### Records shown
•••

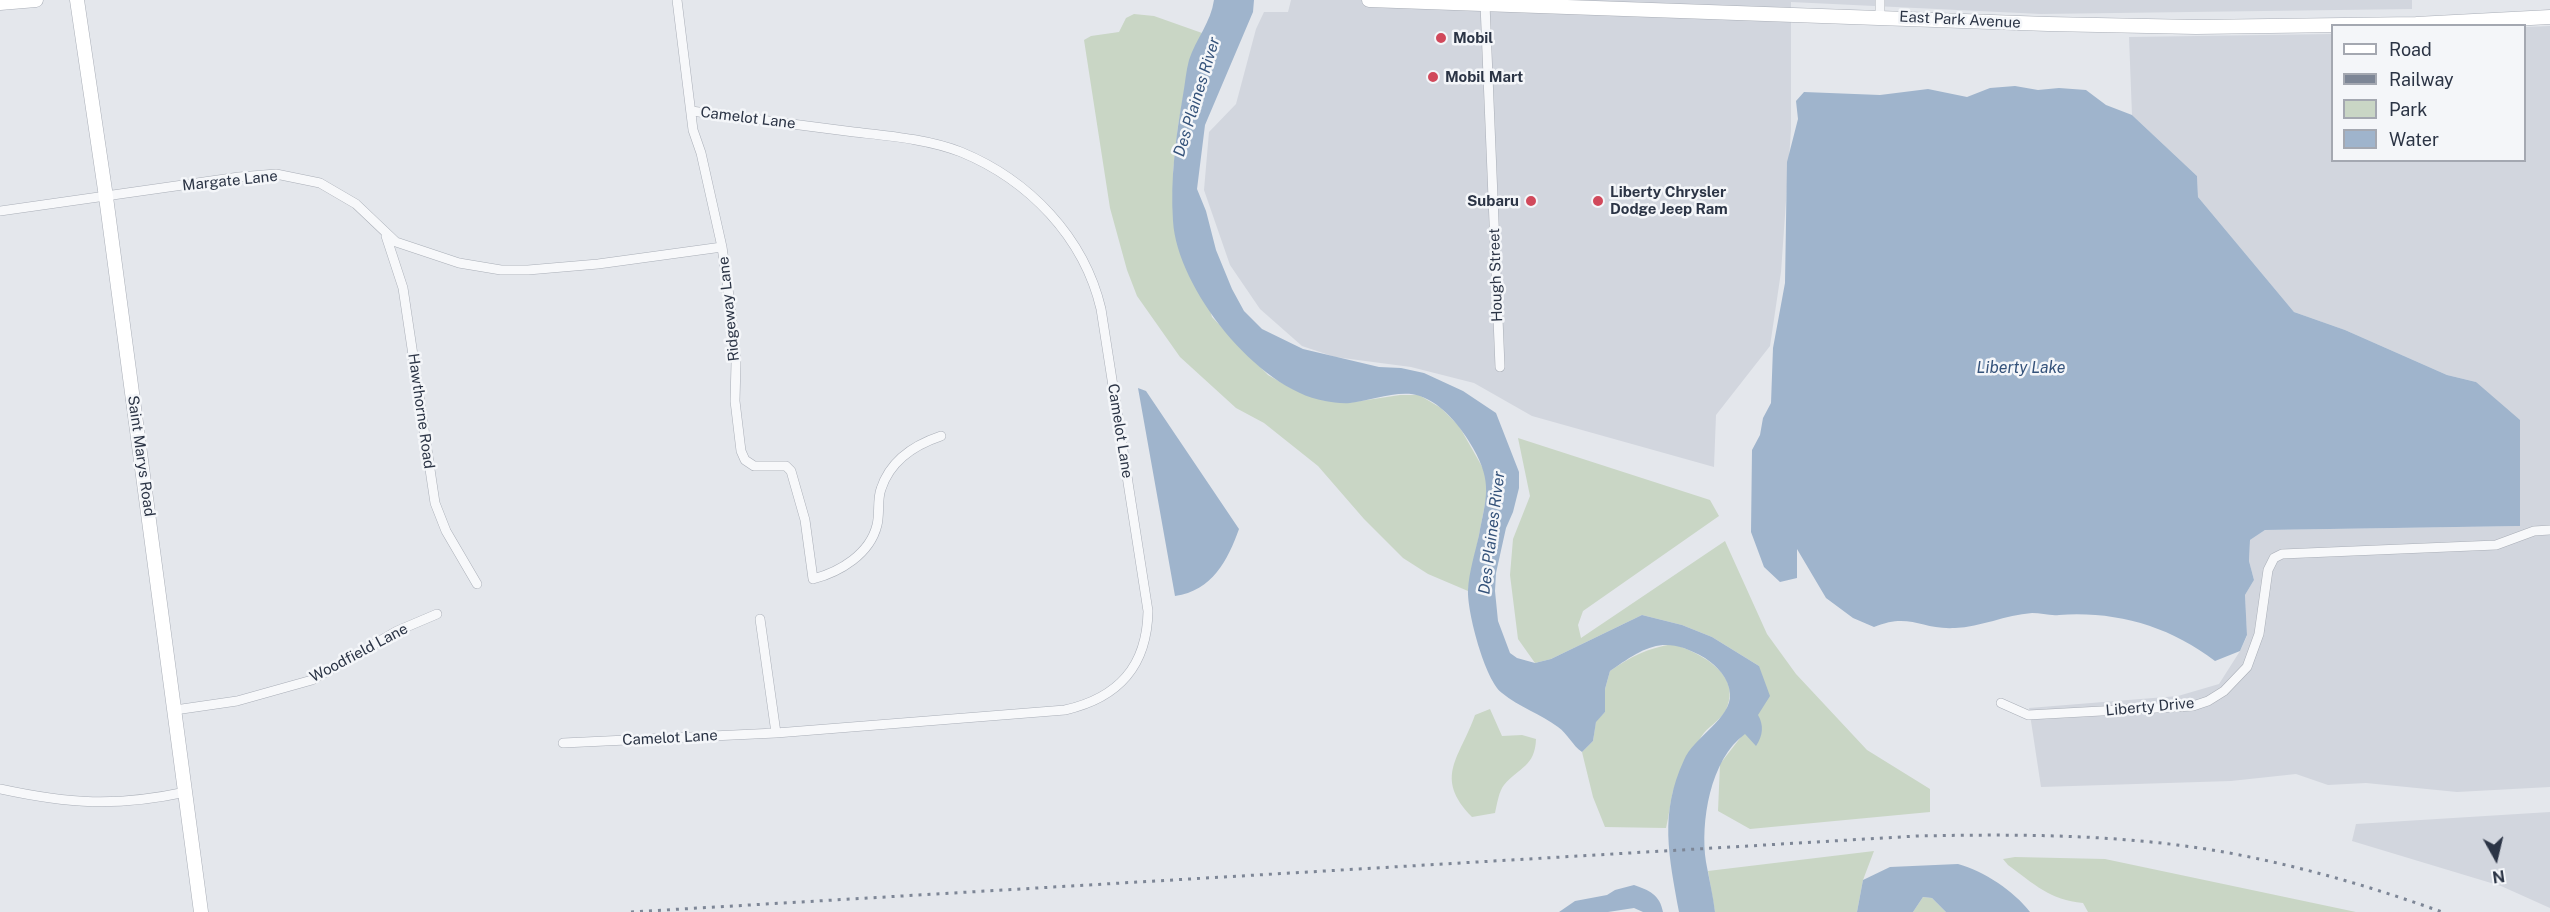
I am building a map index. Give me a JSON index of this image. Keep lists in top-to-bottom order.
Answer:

•••

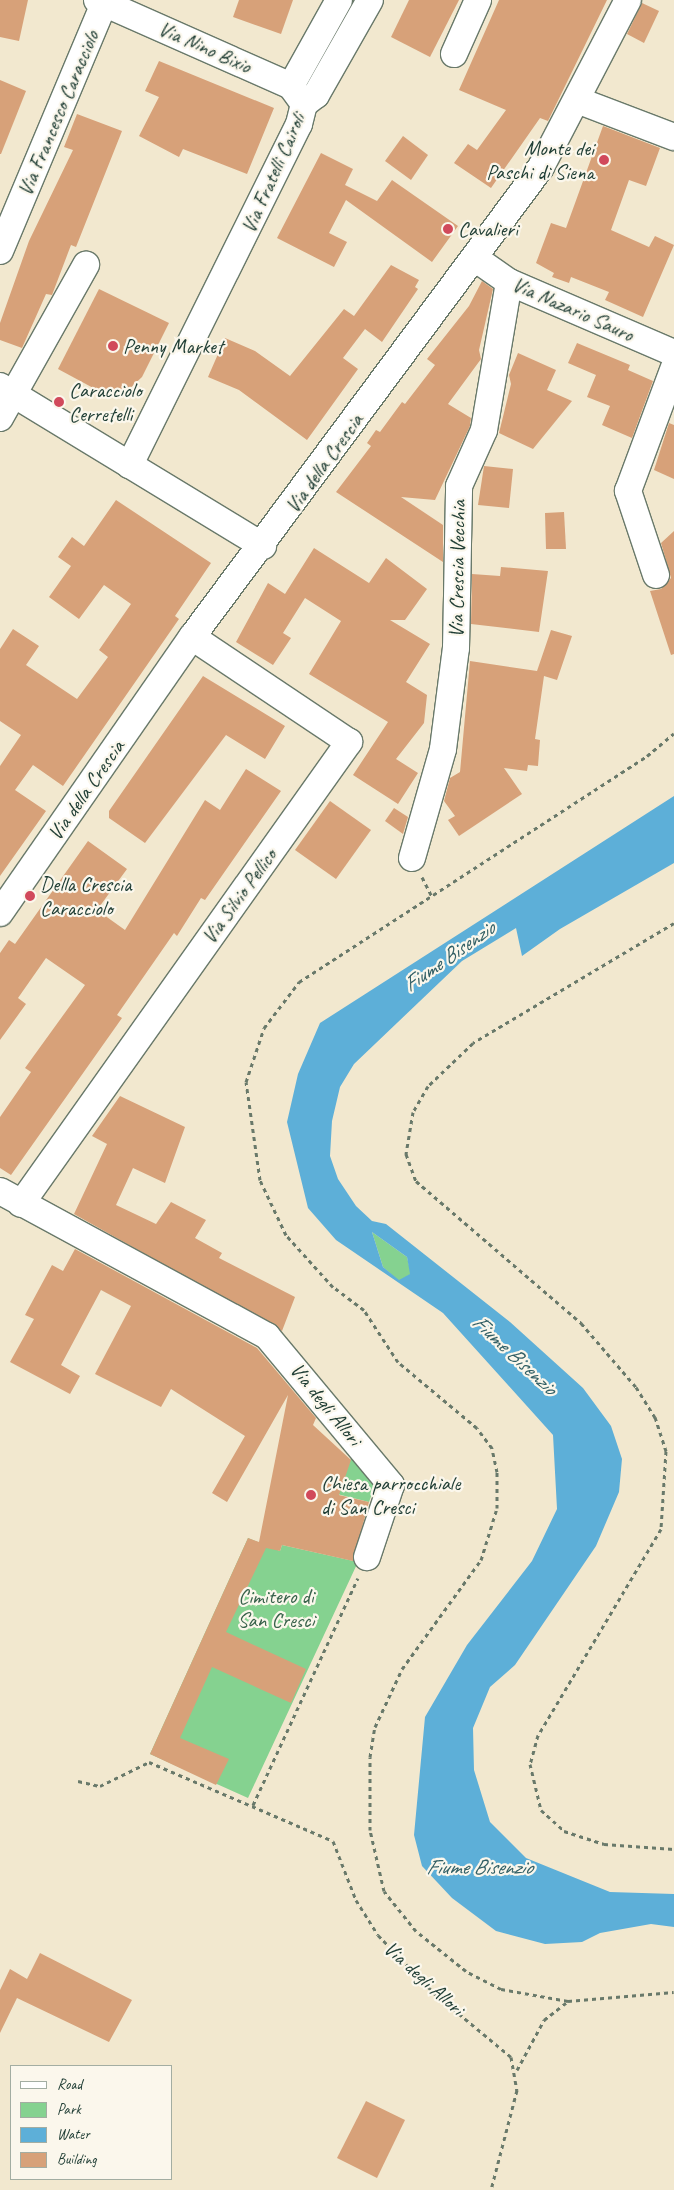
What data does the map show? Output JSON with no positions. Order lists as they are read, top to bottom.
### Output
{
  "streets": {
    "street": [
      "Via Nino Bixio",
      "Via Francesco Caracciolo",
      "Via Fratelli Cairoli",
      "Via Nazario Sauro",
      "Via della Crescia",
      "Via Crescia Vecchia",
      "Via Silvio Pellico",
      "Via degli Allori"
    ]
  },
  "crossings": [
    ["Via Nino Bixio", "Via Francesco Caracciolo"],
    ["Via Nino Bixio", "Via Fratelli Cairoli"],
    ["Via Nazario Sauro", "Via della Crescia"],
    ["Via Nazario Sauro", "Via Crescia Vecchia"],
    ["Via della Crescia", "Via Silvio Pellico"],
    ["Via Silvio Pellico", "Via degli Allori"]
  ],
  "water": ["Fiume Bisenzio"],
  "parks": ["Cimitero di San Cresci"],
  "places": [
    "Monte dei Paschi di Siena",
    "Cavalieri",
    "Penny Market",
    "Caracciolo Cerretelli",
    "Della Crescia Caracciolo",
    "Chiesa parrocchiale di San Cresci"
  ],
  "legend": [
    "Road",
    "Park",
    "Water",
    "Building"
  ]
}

•••

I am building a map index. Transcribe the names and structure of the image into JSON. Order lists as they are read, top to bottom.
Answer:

•••

### Task requirements
Go through the entries and return each line where the word "read" occurs.

### Finished exercise
What data does the map show? Output JSON with no positions. Order lists as they are read, top to bottom.
I am building a map index. Transcribe the names and structure of the image into JSON. Order lists as they are read, top to bottom.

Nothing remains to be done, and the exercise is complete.